Synthetic torpor could also solve problems related to the damage cosmic radiation can inflict on the human body, an unresolved obstacle to deep space travel. Since hibernating astronauts can all reside in a single room, you can build a smaller spacecraft that’s easier and cheaper to fortify against radiation.
So how do you induce synthetic torpor in the human body?
Depends on who you ask. Bradford and his think the key is in therapeutic hypothermia, where hypothermia is induced to help limit tissue and organ damage in patients experiencing poor blood flow.

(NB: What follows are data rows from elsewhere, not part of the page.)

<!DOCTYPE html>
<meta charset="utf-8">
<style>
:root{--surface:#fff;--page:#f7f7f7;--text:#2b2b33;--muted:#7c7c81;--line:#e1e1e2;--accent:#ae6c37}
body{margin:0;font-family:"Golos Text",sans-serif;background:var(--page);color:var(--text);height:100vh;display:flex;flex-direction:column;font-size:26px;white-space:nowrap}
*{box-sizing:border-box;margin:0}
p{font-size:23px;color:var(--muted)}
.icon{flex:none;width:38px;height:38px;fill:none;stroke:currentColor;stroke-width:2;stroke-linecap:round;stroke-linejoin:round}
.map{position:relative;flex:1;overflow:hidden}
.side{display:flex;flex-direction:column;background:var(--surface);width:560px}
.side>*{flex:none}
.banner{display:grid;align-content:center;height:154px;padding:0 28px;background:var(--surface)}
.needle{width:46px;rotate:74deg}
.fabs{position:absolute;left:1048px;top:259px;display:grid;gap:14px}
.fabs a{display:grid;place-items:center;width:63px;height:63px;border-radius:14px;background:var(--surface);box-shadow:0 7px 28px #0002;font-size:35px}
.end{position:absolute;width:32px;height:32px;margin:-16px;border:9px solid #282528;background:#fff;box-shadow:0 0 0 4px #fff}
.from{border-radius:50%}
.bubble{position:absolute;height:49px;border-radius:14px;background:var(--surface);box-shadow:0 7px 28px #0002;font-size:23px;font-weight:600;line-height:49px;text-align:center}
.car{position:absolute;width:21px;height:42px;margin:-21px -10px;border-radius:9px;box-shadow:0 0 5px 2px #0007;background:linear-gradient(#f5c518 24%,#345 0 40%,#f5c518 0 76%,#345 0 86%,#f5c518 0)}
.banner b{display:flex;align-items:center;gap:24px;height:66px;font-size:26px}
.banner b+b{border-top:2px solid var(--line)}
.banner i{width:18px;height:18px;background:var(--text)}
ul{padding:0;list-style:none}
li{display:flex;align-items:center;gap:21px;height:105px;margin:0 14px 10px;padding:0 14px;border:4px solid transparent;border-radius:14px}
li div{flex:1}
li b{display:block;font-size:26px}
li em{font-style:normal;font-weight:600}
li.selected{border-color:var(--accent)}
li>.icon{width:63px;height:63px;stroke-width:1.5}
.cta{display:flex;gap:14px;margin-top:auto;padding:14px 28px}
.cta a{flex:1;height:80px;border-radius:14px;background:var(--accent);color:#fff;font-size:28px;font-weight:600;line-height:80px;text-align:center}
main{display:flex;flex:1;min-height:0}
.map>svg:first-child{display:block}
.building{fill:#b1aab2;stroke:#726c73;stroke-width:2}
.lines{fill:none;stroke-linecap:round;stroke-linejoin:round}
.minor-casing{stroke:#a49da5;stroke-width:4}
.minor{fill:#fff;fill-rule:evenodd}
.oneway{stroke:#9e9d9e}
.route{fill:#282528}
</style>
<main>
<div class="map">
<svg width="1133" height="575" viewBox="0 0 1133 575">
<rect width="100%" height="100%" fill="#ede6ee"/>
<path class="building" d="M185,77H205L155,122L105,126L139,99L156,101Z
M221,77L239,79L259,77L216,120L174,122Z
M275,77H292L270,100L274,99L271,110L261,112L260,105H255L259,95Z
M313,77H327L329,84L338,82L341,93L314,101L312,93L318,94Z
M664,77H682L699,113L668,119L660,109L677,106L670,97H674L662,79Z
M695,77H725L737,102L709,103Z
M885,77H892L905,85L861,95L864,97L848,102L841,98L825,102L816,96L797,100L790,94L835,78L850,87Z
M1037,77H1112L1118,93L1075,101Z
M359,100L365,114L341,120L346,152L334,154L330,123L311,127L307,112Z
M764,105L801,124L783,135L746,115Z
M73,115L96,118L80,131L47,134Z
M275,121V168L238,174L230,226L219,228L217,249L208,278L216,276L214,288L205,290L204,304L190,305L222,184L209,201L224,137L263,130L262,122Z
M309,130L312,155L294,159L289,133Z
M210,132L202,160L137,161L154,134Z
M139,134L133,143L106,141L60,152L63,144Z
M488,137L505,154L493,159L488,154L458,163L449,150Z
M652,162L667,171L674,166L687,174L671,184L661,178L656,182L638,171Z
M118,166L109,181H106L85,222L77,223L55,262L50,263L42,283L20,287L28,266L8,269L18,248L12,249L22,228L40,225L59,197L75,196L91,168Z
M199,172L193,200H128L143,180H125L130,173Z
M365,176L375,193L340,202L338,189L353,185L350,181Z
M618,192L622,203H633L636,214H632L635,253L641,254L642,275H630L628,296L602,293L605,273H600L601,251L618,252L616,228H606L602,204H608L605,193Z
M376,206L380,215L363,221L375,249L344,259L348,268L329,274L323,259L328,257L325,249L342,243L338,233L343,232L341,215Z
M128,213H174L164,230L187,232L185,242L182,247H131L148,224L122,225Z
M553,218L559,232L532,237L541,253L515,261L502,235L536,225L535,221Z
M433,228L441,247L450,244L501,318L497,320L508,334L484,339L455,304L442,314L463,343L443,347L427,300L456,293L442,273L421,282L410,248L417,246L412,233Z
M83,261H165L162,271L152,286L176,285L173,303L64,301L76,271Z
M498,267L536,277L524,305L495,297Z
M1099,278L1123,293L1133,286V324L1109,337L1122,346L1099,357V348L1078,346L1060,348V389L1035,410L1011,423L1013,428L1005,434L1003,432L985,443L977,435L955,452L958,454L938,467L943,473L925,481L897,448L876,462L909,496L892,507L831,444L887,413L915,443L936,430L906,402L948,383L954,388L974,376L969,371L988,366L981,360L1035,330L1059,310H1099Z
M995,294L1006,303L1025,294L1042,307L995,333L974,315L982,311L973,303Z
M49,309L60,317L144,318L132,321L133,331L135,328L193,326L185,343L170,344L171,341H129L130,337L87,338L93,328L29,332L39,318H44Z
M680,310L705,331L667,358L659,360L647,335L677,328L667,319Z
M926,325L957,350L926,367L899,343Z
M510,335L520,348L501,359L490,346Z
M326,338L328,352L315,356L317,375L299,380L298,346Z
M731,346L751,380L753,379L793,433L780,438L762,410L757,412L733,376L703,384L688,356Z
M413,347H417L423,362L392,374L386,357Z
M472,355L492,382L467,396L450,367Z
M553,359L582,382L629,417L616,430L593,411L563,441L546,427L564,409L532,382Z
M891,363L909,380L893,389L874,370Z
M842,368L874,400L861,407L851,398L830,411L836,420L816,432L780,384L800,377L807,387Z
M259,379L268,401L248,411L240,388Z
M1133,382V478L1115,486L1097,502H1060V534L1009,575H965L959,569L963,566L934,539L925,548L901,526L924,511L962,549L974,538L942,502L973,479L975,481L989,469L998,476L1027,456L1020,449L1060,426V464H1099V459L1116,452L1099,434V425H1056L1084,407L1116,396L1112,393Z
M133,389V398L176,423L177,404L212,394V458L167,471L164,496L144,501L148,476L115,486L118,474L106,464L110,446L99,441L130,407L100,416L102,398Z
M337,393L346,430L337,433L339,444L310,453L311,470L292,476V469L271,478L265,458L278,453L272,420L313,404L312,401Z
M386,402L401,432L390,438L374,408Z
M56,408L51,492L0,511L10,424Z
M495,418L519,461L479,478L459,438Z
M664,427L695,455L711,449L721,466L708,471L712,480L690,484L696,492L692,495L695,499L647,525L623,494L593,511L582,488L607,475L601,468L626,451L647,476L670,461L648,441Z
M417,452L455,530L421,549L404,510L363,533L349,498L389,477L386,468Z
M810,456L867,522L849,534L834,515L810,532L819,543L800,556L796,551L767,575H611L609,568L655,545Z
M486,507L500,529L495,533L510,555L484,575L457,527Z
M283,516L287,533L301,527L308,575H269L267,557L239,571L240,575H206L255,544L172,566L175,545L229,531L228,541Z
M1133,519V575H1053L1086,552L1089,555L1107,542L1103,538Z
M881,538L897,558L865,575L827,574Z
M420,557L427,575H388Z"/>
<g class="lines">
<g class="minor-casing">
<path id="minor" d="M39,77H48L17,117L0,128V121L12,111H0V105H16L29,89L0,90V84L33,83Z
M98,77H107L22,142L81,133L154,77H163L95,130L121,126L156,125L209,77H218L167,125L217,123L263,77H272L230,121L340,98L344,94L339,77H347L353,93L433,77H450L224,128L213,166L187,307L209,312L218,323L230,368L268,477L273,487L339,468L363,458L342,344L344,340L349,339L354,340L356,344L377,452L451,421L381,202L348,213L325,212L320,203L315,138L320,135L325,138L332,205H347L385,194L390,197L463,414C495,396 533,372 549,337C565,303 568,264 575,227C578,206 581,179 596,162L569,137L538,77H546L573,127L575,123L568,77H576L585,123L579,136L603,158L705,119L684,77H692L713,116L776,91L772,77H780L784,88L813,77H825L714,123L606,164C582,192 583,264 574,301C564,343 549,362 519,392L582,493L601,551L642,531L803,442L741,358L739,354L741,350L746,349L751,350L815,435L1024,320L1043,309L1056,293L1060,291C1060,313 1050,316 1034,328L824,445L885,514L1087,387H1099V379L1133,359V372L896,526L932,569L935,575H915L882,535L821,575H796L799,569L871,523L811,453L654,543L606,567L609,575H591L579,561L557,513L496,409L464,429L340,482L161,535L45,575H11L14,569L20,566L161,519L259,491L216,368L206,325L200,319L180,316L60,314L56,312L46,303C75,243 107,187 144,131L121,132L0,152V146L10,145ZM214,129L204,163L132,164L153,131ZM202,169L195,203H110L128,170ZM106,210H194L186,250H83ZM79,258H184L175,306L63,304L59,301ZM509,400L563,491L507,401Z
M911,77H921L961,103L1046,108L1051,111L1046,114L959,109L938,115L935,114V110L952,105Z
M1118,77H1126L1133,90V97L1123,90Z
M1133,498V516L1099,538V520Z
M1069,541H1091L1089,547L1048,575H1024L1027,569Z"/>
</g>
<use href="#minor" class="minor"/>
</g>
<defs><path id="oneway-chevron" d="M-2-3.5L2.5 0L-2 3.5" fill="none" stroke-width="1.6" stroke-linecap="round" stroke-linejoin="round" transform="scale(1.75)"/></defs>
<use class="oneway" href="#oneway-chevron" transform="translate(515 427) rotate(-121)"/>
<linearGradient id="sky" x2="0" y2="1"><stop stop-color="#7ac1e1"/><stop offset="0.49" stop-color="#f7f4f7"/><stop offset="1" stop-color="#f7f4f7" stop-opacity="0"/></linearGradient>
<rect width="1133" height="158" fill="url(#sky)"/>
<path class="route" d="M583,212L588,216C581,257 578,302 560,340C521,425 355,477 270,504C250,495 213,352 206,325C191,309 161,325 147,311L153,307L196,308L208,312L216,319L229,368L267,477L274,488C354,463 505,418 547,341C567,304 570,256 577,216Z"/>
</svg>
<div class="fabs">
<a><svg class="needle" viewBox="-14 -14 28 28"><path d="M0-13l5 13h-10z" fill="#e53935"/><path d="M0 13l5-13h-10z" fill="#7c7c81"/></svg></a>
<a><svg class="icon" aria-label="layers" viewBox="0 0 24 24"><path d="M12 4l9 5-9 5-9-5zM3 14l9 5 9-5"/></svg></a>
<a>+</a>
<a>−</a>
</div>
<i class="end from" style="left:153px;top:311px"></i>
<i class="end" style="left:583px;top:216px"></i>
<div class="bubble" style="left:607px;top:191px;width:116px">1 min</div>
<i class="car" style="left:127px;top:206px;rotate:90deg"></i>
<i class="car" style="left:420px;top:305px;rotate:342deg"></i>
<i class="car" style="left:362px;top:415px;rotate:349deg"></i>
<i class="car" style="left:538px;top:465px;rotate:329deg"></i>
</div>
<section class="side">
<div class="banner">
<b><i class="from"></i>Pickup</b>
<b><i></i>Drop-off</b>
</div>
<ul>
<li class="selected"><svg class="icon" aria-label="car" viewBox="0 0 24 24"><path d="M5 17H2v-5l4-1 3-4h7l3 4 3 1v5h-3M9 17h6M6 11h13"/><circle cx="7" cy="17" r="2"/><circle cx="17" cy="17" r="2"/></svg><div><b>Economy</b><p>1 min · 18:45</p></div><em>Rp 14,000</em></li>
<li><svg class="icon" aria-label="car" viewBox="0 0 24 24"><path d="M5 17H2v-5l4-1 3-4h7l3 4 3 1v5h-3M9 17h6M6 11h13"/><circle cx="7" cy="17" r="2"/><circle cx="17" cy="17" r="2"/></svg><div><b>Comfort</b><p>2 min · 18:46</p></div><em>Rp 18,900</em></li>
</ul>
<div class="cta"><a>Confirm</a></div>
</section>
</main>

“For us, the question was, ‘What can we do now?’” said Bradford. “We want to be able to support really the first missions to Mars, in the 2030s timeframe.”
Therapeutic hypothermia is already an established medical practice, and while it’s induced for no more than two to three days, some studies show its possible to safely put the human body into a controlled hypothermic state for as long as 14 days.
According to Bradford, safely reducing body temperature by just 5 to 10 degrees can slow down the body’s metabolism (i.e. energy consumption) by 50 to 70 percent. That could effectively halve the amount of food and other resources needed to sustain an individual in space every day.
Here’s how SpaceWorks thinks hibernation in space could work. There might be an upper deck of the habitat capsule that’s cooled down to set astronaut core body temperatures between 89 and 93 degrees Fahrenheit. The sedated crew would be resting in beds with instruments measuring vitals and feeding tube. They’d be “hibernating” in 10 to 14 day cycles, punctuated by two of three days of wakefulness in between. At least one or two crew members would be awake at any moment to handle anything urgent.
It sounds like a good plan, but one huge problem stands in the way: Hypothermia is a hazardous condition for humans. “There are real limitations, especially in any prolonged use of hypothermia, to tissue function and viability,” Carey said. The unnatural drop in heart rate and breathing could rapidly cause cardiac arrest, interrupting blood flow that in turn starves organs tissues of oxygen.
That’s why Carey endorses a more natural approach to torpor that reverses how hypothermia works by lowering body temperature itself. This way, the body won’t try to fight against temperature changes through automatic responses like shivering.
“It’s thought that this is more likely to be a safer way to lower temperature and achieve those beneficial effects of hypothermia, without having to go against the natural physiology of humans,” said Carey.
Other groups are looking into whether metabolism can be attenuated directly at the cellular level, identifying key chemical components and genes involved in the hibernation process. Maybe there’s a particular drug or hormone that’s applied, or maybe astronauts undergo some sort of gene therapy that allows decreases their metabolic activity and body temperatures.
Regardless, once that cause is determined, the real question for space researchers is whether those innate mechanisms can be induced safely in modern humans—all while maintaining clear airways, controlled breathing, preventing cardiac problems and organ failure, and infections that might arise from a worsened immune system. This won’t be like the movies where someone just wakes up from stasis and is ready to be human after five minutes; becoming active after weeks in torpor will take a day or two.
For Bradford and Cerri, this could all be achieved within a generation’s time—if funding and resources are allotted, and testing in humans is made possible. “Ultimately, we need to send hundreds of thousands of people to Mars if we’re really going to colonize it,” said Bradford. “Our current approach won’t really cut it.”